Input data: Begin

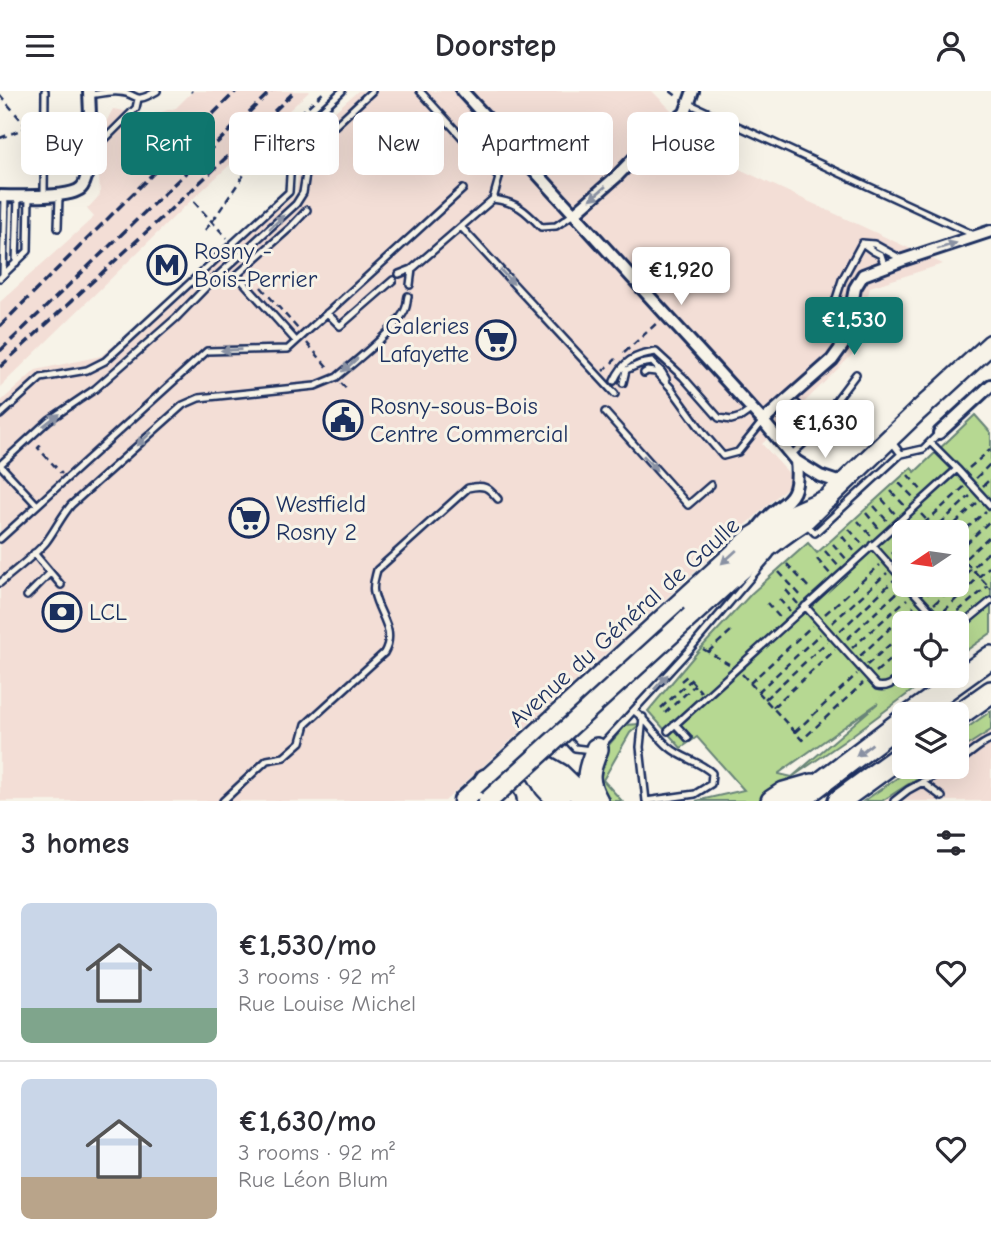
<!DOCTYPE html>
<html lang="en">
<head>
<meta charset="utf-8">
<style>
  :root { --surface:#fff; --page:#f2f2f3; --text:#2b2b33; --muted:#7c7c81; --line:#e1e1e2; --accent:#0f766e }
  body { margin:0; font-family:"Comic Neue",sans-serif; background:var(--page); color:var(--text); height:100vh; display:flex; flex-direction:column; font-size:26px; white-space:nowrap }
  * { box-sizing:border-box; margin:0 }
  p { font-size:23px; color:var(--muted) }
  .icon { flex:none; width:38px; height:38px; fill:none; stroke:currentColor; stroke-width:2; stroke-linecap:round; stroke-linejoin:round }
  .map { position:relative; height:710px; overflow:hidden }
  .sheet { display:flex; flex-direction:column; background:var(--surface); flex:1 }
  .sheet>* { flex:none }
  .hud { position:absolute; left:21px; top:21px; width:950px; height:63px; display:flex; gap:14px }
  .needle { width:46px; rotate:257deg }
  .fabs { position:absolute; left:892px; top:429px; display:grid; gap:14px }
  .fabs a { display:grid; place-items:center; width:77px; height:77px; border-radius:10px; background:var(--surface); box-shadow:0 7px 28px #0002; font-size:35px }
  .price { position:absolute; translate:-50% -60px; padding:0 16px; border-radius:7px; background:#fff; color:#222; font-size:23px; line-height:46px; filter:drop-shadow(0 2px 4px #0008) }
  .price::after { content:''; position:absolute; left:50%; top:42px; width:21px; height:16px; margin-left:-10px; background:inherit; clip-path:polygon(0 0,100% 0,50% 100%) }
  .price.on { background:var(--accent); color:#fff }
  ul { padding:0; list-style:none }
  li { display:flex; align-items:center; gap:21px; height:175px; padding:0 21px }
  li+li { border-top:2px solid var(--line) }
  li span { display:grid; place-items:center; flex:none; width:196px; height:140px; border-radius:10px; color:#555 }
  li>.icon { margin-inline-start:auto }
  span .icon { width:84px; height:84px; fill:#fffc; stroke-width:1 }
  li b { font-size:30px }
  h2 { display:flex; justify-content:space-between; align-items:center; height:84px; padding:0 21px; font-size:30px }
  .tag { padding:0 24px; border-radius:10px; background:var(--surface); box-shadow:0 7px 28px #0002; font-size:24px; line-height:63px }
  .tag.on { background:var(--accent); color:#fff }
  header { display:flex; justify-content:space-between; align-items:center; height:91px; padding:0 21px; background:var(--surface); font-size:32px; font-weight:800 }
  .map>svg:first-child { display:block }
  .built { fill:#f3ded6 }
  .green { fill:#b6d892; stroke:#688478; stroke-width:2; fill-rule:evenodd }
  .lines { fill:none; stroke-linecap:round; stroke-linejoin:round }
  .lane-casing { stroke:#1b2f5e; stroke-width:10 }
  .street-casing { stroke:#1b2f5e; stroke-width:16 }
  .primary-casing { stroke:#1b2f5e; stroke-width:23 }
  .highway-casing { stroke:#1b2f5e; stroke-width:26 }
  .path { stroke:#1b2f5e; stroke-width:2.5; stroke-dasharray:7 5; stroke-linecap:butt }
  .lane { stroke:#f7f3e8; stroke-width:5 }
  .street { stroke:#f7f3e8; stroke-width:10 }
  .primary { stroke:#f7f3e8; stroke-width:18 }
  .highway { stroke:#f7f3e8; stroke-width:21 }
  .rail { stroke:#1b2f5e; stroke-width:3.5; stroke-dasharray:10 5; stroke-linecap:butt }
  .primary-bridge-casing { stroke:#1b2f5e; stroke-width:23; stroke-linecap:butt }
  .primary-bridge { stroke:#f7f3e8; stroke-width:18 }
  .oneway { fill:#8991a3 }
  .labels { text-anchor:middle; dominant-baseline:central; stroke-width:6; stroke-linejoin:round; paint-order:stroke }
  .poi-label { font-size:24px; fill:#1b2f5e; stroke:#f7f3e8; text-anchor:start }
  .street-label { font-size:24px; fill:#1b2f5e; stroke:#f7f3e8 }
</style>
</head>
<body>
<header><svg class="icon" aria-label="menu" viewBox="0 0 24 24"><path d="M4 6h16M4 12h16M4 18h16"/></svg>Doorstep<svg class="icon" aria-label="person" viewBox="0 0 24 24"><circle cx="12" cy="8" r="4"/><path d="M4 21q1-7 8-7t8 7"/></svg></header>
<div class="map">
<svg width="991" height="710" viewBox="0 0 991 710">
  <rect width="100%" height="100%" fill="#f7f3e8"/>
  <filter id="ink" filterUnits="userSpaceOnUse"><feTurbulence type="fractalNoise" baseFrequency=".0143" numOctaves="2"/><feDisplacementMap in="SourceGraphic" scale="14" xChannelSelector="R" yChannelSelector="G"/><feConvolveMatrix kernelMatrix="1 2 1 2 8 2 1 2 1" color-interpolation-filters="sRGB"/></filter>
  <g filter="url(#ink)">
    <path class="built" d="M193,0H310L184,116L0,296V211L94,126L87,118L100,104L97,48L113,18L150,24L176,17Z
      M358,0H652L674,22L679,50L943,173L870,196L856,260L762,353L795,389L445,710H0V311L36,279L101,265L296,103L301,59L306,46Z
      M991,631V710H878L928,676H957V655Z"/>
    <path class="green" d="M975,324L991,342V542L957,566V532H905V584L932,585L843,651L792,686L786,697L763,710H696L744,699L697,646L681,657L648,620L700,558L752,502L808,452L817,462L911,377L915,381ZM905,441H957V494H905ZM878,612L792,686L779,683V682Z
      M991,620V639L957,661V644Z
      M640,633L630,642L603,689L622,710H606L595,678L601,663L626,634Z
      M913,676H935L882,710H864Z"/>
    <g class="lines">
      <g class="lane-casing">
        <path id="lane" d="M420,0L499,87L493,108
          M90,4C99,3 109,0 119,1C140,2 131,15 157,0
          M690,13L974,144
          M90,55H98L136,17L138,8
          M44,104L45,0
          M461,136L615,303
          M58,137L59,105
          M862,152L874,153L903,169
          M862,152L873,160L881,164L885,176
          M16,172L18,105
          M3,183L5,105
          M399,183L412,178
          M0,187L28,160L29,105
          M410,194L412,178L493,108C516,111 525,119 541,136L556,135L575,122
          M645,199L683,163
          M327,222L340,235L393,189
          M823,235L835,211L842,189L862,152
          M296,250L237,184L291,136L307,119
          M644,282L647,280L656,281L671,297L705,344L723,365L738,361L763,330
          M614,290C623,270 634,264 656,261L683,286L719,327L731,329L741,326L751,319
          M623,292L626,279L640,273L652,271L662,281L666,288
          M605,321L688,414L711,394
          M0,324L41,287L87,279L105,270L289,101L292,53L297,42L342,0
          M813,340L856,283
          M792,363L804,352L813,340L810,329L797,313
          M901,363L923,358L939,342
          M0,374L49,329L95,298L176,227L212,190L296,113L303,102L310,58L372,0
          M0,374L37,414
          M957,378L991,415
          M806,433L815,442L901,363L891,350
          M0,448L207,260L288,258L463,98
          M872,454L905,491
          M34,462L61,494
          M0,492C15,479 33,466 46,451C55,439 61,426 71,414L183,314L199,307L315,295L337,286C353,272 401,235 406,216C407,213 407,209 408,205
          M907,494L942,532
          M27,505L50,482
          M805,515L877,595C889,598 896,589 905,582
          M957,538L991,510
          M634,620C648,630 656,645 669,656C681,667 699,670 712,682L711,693L695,703L646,710L640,656L643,626
          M675,633L688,647
          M668,640L957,378L930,351
          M564,645L575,657L591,659
          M600,656L690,558L770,464
          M957,671C970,665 977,654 991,649
          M922,691L942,706
          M223,710L267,669L284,666L301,651L306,633L384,562C397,539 379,525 374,502C372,494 375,487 377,479L468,397C484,393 488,396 498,408
          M894,710L908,699L950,676"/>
      </g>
      <g class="street-casing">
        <path id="street" d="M462,0L763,330L796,370L820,385L844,393
          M0,105C17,105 69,108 81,97C93,86 90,18 89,0
          M575,122L616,86L653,48L685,22L693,0
          M763,330L832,269L845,251L855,197L863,184L903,169L991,140
          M939,342L991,294
          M759,436C781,406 801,417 796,370"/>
      </g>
      <g class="primary-casing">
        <path id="primary" d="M691,525C727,493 762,457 803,431L918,320L991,253
          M463,710L752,446L783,427L829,407"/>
      </g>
      <g class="highway-casing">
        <path id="highway" d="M912,623L991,566
          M957,625L991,601
          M597,658C588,680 585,689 597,710
          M528,666L546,696L559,710
          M529,666L560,684L587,710
          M486,689L505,710
          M772,710L784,702L812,694
          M797,710L905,628
          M839,710L905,662"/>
      </g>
      <path class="path" d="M191,0L192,1
        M670,0L678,6
        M0,4L36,47
        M0,47L26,37
        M247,60L258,51L262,57L325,0
        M194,111L227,147
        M205,139L212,131L262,57
        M261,196L298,238
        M307,252L330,279
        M624,262L658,231
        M603,280L616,268
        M341,292L348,300
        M41,354L38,357L62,383
        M969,377L990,359
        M908,384L922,400
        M976,387L991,372
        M899,392L914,407
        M983,395L991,387
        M891,400L905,415
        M882,408L896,424
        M874,415L888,431
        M866,422L880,439
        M921,423L938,441
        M858,430L872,446
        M849,438L863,454
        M915,441L964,396
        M931,441L970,405
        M946,441L977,412
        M842,445L855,461
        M957,446L986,420
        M833,453L847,469
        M825,460L839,476
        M957,461L991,429
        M957,462L991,498
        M892,463L905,451
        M817,468L831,484
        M899,470L905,465
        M787,473L811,499
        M957,475L991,444
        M779,481L803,507
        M957,491L991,459
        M786,499L798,513
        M927,503L937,494
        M779,508L790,520
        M767,512L781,528
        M934,513L955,494
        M944,520L991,474
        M825,523L880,474
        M949,528L988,495
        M832,532L887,482
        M913,532L924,522
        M840,540L894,489
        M847,548L901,498
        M852,557L907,508
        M703,558L729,573
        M708,561L732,539
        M860,565L914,515
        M867,574L905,540
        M876,581L905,555
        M742,583L802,649L863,592
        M681,590L687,585L701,601
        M750,592L812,535
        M758,601L820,543
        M765,608L827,551
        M773,616L835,559
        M661,617L691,589
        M665,622L695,594
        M795,641L857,583"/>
      <use href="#lane" class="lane"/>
      <use href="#street" class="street"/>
      <use href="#primary" class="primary"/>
      <use href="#highway" class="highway"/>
      <path class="rail" d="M0,235L236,0
        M0,260L271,0
        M0,276L209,83L295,0"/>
      <g class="primary-bridge-casing">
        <path id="primary-bridge" d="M488,710L691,525"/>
      </g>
      <use href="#primary-bridge" class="primary-bridge"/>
    </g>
    <defs><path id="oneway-solid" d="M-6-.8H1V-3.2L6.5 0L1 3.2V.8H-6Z" transform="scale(1.75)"/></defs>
    <g class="oneway">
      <use href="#oneway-solid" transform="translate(598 102) rotate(139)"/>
      <use href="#oneway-solid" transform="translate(277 131) rotate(-43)"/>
      <use href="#oneway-solid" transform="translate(947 155) rotate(-18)"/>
      <use href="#oneway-solid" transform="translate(507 186) rotate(47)"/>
      <use href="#oneway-solid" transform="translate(231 259) rotate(178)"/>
      <use href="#oneway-solid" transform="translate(350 274) rotate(138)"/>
      <use href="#oneway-solid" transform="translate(51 329) rotate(-38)"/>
      <use href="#oneway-solid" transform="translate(144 348) rotate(138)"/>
      <use href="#oneway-solid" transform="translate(650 372) rotate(48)"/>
      <use href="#oneway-solid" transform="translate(729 466) rotate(138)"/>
      <use href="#oneway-solid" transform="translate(661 591) rotate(-48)"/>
      <use href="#oneway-solid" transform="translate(864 659) rotate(143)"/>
    </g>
  </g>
  <defs>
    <g id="metro-ring" transform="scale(2.0125)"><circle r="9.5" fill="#f7f3e8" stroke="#1b2f5e" stroke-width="1.5"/><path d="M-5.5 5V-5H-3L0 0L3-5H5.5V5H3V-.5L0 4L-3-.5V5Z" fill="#1b2f5e"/></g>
    <g id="supermarket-ring" transform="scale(2.0125)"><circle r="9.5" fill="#f7f3e8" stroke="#1b2f5e" stroke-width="1.5"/><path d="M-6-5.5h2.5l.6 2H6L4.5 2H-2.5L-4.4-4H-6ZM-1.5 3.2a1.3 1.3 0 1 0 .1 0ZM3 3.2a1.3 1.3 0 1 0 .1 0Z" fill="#1b2f5e"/></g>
    <g id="civic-ring" transform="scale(2.0125)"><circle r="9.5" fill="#f7f3e8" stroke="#1b2f5e" stroke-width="1.5"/><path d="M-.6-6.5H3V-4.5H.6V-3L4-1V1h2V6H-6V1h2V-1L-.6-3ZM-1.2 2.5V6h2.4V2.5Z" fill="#1b2f5e"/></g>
    <g id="bank-ring" transform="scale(2.0125)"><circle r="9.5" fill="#f7f3e8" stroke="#1b2f5e" stroke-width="1.5"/><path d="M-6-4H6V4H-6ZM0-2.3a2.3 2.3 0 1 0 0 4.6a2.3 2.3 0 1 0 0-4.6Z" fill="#1b2f5e"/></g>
  </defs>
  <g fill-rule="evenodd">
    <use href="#metro-ring" x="167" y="174"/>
    <use href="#supermarket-ring" x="496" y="249"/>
    <use href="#civic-ring" x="343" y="329"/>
    <use href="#supermarket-ring" x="249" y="427"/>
    <use href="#bank-ring" x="62" y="521"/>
  </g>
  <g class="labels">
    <g class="poi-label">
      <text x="194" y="160">Rosny -<tspan x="194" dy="28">Bois-Perrier</tspan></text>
      <text x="469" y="235" text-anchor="end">Galeries<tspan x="469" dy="28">Lafayette</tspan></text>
      <text x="370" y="315">Rosny-sous-Bois<tspan x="370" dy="28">Centre Commercial</tspan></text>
      <text x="276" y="413">Westfield<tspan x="276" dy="28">Rosny 2</tspan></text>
      <text x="89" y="521">LCL</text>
    </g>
    <g class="street-label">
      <text transform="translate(624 531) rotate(-42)">Avenue du Général de Gaulle</text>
    </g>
  </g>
</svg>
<div class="fabs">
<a><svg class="needle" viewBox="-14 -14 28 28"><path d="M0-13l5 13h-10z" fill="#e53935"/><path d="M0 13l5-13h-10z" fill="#7c7c81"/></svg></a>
<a><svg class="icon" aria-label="locate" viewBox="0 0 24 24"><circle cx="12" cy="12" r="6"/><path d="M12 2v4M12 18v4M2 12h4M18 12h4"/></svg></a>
<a><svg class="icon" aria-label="layers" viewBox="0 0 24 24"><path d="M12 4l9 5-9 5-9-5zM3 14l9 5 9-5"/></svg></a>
</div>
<b class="price" style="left:681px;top:216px">€1,920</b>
<b class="price on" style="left:854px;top:266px">€1,530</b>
<b class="price" style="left:825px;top:369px">€1,630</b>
<div class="hud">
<a class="tag">Buy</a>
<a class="tag on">Rent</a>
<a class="tag">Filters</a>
<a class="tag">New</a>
<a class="tag">Apartment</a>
<a class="tag">House</a>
</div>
</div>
<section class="sheet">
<h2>3 homes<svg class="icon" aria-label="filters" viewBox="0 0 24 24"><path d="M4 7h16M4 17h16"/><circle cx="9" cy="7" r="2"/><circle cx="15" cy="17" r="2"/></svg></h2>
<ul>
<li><span style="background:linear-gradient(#c9d6e8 75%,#7fa58c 0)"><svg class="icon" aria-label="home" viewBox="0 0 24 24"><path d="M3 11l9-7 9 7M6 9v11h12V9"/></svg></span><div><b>€1,530/mo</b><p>3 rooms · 92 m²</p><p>Rue Louise Michel</p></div><svg class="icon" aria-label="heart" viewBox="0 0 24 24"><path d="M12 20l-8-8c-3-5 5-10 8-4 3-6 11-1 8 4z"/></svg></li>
<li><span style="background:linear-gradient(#c9d6e8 70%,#b9a48a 0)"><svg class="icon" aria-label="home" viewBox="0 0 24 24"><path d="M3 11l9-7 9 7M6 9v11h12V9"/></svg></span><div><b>€1,630/mo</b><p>3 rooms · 92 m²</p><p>Rue Léon Blum</p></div><svg class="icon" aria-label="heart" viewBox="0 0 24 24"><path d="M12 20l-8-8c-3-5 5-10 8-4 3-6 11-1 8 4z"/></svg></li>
</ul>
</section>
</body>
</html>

Input data: End

*Assignment*
Look over the entries for "position", then copy every line that includes that string.

*Output for this exercise*
  .map { position:relative; height:710px; overflow:hidden }
  .hud { position:absolute; left:21px; top:21px; width:950px; height:63px; display:flex; gap:14px }
  .fabs { position:absolute; left:892px; top:429px; display:grid; gap:14px }
  .price { position:absolute; translate:-50% -60px; padding:0 16px; border-radius:7px; background:#fff; color:#222; font-size:23px; line-height:46px; filter:drop-shadow(0 2px 4px #0008) }
  .price::after { content:''; position:absolute; left:50%; top:42px; width:21px; height:16px; margin-left:-10px; background:inherit; clip-path:polygon(0 0,100% 0,50% 100%) }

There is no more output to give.